Problem to solve: Copy the entries exactly. Leave nothing out and add nothing.

Material supplied:
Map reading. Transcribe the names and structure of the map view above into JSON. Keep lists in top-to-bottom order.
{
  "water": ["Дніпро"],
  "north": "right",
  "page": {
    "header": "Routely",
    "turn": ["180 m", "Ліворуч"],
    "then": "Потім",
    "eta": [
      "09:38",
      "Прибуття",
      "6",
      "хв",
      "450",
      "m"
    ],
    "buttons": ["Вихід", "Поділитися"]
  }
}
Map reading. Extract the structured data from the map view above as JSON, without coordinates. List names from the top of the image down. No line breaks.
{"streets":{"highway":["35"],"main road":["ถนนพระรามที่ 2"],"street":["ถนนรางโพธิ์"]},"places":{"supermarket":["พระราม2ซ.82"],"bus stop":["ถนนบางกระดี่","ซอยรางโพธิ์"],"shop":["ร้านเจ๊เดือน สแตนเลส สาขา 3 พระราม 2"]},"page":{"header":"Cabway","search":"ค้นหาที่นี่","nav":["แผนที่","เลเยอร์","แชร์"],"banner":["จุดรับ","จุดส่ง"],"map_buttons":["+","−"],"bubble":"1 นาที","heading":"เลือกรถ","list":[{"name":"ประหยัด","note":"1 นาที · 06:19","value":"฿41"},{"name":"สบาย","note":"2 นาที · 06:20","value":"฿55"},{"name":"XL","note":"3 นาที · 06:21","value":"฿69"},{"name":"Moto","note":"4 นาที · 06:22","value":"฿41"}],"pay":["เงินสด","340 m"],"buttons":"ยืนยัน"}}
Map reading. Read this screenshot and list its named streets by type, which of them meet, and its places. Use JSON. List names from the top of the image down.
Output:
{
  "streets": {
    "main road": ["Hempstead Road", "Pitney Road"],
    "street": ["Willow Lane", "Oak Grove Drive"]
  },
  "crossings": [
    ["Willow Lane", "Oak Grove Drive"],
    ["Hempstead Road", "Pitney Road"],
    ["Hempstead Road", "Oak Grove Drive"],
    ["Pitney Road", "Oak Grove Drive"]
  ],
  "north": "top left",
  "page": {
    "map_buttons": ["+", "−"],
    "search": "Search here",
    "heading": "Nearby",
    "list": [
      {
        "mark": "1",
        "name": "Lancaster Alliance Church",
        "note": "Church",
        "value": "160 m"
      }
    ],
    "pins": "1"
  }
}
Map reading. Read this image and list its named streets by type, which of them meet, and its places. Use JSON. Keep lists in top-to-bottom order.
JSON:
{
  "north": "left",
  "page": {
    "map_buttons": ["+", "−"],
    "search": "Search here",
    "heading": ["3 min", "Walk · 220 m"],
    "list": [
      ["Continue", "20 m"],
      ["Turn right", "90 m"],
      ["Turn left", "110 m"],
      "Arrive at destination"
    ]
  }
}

Reply to the exercise:
Map reading. Transcribe the names and structure of the map view above into JSON. Keep lists in top-to-bottom order.
{
  "water": ["Дніпро"],
  "north": "right",
  "page": {
    "header": "Routely",
    "turn": ["180 m", "Ліворуч"],
    "then": "Потім",
    "eta": [
      "09:38",
      "Прибуття",
      "6",
      "хв",
      "450",
      "m"
    ],
    "buttons": ["Вихід", "Поділитися"]
  }
}
Map reading. Extract the structured data from the map view above as JSON, without coordinates. List names from the top of the image down. No line breaks.
{"streets":{"highway":["35"],"main road":["ถนนพระรามที่ 2"],"street":["ถนนรางโพธิ์"]},"places":{"supermarket":["พระราม2ซ.82"],"bus stop":["ถนนบางกระดี่","ซอยรางโพธิ์"],"shop":["ร้านเจ๊เดือน สแตนเลส สาขา 3 พระราม 2"]},"page":{"header":"Cabway","search":"ค้นหาที่นี่","nav":["แผนที่","เลเยอร์","แชร์"],"banner":["จุดรับ","จุดส่ง"],"map_buttons":["+","−"],"bubble":"1 นาที","heading":"เลือกรถ","list":[{"name":"ประหยัด","note":"1 นาที · 06:19","value":"฿41"},{"name":"สบาย","note":"2 นาที · 06:20","value":"฿55"},{"name":"XL","note":"3 นาที · 06:21","value":"฿69"},{"name":"Moto","note":"4 นาที · 06:22","value":"฿41"}],"pay":["เงินสด","340 m"],"buttons":"ยืนยัน"}}
Map reading. Read this screenshot and list its named streets by type, which of them meet, and its places. Use JSON. List names from the top of the image down.
Output:
{
  "streets": {
    "main road": ["Hempstead Road", "Pitney Road"],
    "street": ["Willow Lane", "Oak Grove Drive"]
  },
  "crossings": [
    ["Willow Lane", "Oak Grove Drive"],
    ["Hempstead Road", "Pitney Road"],
    ["Hempstead Road", "Oak Grove Drive"],
    ["Pitney Road", "Oak Grove Drive"]
  ],
  "north": "top left",
  "page": {
    "map_buttons": ["+", "−"],
    "search": "Search here",
    "heading": "Nearby",
    "list": [
      {
        "mark": "1",
        "name": "Lancaster Alliance Church",
        "note": "Church",
        "value": "160 m"
      }
    ],
    "pins": "1"
  }
}
Map reading. Read this image and list its named streets by type, which of them meet, and its places. Use JSON. Keep lists in top-to-bottom order.
JSON:
{
  "north": "left",
  "page": {
    "map_buttons": ["+", "−"],
    "search": "Search here",
    "heading": ["3 min", "Walk · 220 m"],
    "list": [
      ["Continue", "20 m"],
      ["Turn right", "90 m"],
      ["Turn left", "110 m"],
      "Arrive at destination"
    ]
  }
}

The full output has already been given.